____ The input
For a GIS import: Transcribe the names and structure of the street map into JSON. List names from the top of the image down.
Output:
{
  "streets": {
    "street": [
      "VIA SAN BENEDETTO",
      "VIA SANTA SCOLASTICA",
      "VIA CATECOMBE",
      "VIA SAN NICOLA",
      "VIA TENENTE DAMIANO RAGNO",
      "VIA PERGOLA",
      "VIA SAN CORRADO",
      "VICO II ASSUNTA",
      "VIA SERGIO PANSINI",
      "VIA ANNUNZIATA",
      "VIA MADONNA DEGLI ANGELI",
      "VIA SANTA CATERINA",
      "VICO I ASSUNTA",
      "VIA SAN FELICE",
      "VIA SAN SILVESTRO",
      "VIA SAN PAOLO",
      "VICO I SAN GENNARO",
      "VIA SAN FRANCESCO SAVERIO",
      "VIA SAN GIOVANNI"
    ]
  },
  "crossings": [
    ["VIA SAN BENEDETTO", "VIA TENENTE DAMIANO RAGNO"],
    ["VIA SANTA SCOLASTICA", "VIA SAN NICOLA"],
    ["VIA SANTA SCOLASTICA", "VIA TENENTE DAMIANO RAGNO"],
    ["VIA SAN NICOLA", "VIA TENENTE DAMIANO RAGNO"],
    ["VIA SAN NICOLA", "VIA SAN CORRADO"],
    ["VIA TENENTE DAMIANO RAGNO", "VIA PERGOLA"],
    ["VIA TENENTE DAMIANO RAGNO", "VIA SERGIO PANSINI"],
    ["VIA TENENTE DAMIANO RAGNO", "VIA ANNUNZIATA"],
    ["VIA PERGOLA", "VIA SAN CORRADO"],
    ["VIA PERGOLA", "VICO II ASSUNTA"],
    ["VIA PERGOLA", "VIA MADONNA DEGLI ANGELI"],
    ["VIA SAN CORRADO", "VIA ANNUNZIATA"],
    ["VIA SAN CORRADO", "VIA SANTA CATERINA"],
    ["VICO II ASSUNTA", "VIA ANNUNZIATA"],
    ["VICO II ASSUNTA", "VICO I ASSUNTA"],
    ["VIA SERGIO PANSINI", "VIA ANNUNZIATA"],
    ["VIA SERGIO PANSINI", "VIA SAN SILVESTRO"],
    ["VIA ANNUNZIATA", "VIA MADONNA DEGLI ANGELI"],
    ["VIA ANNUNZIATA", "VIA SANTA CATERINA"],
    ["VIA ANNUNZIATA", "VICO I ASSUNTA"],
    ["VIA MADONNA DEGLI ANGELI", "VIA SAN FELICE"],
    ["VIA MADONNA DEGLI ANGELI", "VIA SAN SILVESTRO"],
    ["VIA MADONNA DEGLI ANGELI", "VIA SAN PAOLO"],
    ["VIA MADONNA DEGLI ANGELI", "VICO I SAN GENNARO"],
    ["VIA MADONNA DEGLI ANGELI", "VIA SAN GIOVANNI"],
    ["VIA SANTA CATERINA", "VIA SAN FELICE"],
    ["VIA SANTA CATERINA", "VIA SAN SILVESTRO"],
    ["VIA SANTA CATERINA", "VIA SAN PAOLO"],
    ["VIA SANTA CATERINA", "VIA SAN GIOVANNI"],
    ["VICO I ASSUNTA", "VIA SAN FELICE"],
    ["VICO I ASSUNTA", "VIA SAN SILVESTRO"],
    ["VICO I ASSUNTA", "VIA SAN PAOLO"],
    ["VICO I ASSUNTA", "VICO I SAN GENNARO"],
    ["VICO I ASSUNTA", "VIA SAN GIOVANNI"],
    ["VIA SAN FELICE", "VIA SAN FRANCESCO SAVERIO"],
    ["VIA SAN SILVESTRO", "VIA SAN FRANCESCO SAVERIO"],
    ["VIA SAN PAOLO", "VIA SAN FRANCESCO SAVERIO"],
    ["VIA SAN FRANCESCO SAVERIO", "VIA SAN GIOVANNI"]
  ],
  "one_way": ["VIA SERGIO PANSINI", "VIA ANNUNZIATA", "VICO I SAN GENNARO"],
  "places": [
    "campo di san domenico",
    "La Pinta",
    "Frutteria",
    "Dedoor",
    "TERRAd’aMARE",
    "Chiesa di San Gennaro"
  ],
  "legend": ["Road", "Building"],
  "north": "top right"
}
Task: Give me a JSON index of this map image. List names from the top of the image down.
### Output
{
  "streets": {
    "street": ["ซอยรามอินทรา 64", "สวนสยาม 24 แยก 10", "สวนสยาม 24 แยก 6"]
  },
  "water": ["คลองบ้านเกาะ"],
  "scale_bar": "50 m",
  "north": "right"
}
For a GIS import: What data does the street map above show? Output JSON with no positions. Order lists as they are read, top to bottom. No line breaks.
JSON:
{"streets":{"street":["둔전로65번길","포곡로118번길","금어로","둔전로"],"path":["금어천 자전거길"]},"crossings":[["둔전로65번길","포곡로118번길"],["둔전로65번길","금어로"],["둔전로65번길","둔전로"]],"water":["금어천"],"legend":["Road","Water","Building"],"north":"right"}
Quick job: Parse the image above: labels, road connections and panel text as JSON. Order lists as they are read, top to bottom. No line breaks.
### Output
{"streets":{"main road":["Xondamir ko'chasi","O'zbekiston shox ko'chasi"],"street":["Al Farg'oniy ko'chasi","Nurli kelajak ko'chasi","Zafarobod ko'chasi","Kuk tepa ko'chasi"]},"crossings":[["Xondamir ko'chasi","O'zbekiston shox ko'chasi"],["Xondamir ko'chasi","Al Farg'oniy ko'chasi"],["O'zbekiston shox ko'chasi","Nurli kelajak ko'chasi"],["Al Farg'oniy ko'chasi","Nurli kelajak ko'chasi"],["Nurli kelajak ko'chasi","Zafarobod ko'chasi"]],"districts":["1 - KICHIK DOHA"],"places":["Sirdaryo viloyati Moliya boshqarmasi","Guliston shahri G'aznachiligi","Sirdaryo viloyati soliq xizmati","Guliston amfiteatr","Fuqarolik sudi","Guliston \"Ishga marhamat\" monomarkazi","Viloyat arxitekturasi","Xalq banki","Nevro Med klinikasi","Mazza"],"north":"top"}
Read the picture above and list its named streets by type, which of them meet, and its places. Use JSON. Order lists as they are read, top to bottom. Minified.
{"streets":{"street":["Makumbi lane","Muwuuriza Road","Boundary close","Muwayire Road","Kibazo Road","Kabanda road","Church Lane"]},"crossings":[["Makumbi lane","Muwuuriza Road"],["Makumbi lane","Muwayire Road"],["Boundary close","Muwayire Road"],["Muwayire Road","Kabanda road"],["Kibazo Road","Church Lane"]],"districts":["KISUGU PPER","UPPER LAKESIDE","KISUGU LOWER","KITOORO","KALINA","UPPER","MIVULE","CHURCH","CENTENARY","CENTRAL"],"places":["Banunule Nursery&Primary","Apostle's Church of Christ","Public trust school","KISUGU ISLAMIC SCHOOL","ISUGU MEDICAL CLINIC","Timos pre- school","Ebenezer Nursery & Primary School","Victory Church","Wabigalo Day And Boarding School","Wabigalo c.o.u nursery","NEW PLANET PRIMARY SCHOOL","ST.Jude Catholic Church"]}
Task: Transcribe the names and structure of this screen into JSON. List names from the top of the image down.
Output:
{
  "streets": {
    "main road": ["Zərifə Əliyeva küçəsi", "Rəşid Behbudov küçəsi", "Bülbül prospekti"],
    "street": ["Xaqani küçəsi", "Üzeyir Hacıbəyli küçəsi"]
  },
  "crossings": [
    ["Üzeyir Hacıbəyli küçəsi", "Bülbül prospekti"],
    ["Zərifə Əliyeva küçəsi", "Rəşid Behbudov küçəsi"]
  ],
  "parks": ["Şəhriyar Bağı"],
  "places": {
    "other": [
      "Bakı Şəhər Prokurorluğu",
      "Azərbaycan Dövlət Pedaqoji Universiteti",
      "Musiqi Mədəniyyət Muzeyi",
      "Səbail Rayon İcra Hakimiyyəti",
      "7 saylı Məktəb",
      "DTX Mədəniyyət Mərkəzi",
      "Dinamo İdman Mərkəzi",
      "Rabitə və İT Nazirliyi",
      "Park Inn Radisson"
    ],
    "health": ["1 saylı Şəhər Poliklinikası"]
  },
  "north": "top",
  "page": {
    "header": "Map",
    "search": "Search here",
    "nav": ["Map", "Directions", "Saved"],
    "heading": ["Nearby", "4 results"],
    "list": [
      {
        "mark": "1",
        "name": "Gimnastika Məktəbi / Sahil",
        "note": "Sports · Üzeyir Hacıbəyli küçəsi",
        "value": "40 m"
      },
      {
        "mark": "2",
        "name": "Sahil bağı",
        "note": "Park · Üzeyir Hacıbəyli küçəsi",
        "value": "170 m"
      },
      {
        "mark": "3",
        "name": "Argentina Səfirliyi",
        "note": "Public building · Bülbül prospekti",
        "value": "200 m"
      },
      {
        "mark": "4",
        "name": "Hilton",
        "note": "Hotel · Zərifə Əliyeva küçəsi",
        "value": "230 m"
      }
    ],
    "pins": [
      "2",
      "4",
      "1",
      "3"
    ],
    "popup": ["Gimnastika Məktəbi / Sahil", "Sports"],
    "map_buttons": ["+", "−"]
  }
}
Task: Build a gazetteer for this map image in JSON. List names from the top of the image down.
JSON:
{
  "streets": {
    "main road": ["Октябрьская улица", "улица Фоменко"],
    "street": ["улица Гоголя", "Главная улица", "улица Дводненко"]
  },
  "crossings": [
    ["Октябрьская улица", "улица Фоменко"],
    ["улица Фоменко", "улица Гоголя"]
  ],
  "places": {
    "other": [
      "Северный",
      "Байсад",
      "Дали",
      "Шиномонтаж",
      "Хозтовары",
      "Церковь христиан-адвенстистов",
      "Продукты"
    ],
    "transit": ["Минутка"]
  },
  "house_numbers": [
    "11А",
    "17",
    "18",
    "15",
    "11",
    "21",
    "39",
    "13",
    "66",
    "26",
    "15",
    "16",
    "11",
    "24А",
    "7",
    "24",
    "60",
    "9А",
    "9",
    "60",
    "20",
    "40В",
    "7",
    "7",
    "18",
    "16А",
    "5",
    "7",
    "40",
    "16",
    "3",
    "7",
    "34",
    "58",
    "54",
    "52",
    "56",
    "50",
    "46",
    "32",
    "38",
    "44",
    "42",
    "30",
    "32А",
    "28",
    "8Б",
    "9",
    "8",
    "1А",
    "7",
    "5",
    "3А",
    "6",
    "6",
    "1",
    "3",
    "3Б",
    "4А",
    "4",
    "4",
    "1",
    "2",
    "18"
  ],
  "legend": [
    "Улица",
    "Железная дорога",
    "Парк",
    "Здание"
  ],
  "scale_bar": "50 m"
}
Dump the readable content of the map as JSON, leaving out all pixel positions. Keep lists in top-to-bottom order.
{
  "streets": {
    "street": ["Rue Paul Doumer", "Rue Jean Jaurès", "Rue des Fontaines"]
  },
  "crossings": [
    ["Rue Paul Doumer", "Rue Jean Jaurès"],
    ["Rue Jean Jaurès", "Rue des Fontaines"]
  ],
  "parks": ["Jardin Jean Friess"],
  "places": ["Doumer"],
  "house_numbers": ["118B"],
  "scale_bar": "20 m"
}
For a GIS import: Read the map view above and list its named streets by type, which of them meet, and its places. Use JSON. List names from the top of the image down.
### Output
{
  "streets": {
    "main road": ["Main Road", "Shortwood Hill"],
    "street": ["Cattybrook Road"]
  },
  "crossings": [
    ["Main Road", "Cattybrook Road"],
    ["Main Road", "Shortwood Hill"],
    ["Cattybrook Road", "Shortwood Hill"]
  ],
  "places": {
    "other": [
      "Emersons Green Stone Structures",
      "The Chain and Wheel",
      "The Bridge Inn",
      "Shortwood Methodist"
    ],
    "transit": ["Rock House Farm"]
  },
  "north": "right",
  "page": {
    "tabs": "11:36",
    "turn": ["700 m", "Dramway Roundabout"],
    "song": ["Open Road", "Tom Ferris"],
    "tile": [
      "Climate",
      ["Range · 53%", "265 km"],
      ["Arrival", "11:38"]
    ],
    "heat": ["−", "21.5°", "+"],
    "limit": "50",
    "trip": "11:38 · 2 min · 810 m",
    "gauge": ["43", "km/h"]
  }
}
________
Required action:
All lines containing "RAGNO" in the material above should appear in your reply, copied exactly.

Task output:
      "VIA TENENTE DAMIANO RAGNO",
    ["VIA SAN BENEDETTO", "VIA TENENTE DAMIANO RAGNO"],
    ["VIA SANTA SCOLASTICA", "VIA TENENTE DAMIANO RAGNO"],
    ["VIA SAN NICOLA", "VIA TENENTE DAMIANO RAGNO"],
    ["VIA TENENTE DAMIANO RAGNO", "VIA PERGOLA"],
    ["VIA TENENTE DAMIANO RAGNO", "VIA SERGIO PANSINI"],
    ["VIA TENENTE DAMIANO RAGNO", "VIA ANNUNZIATA"],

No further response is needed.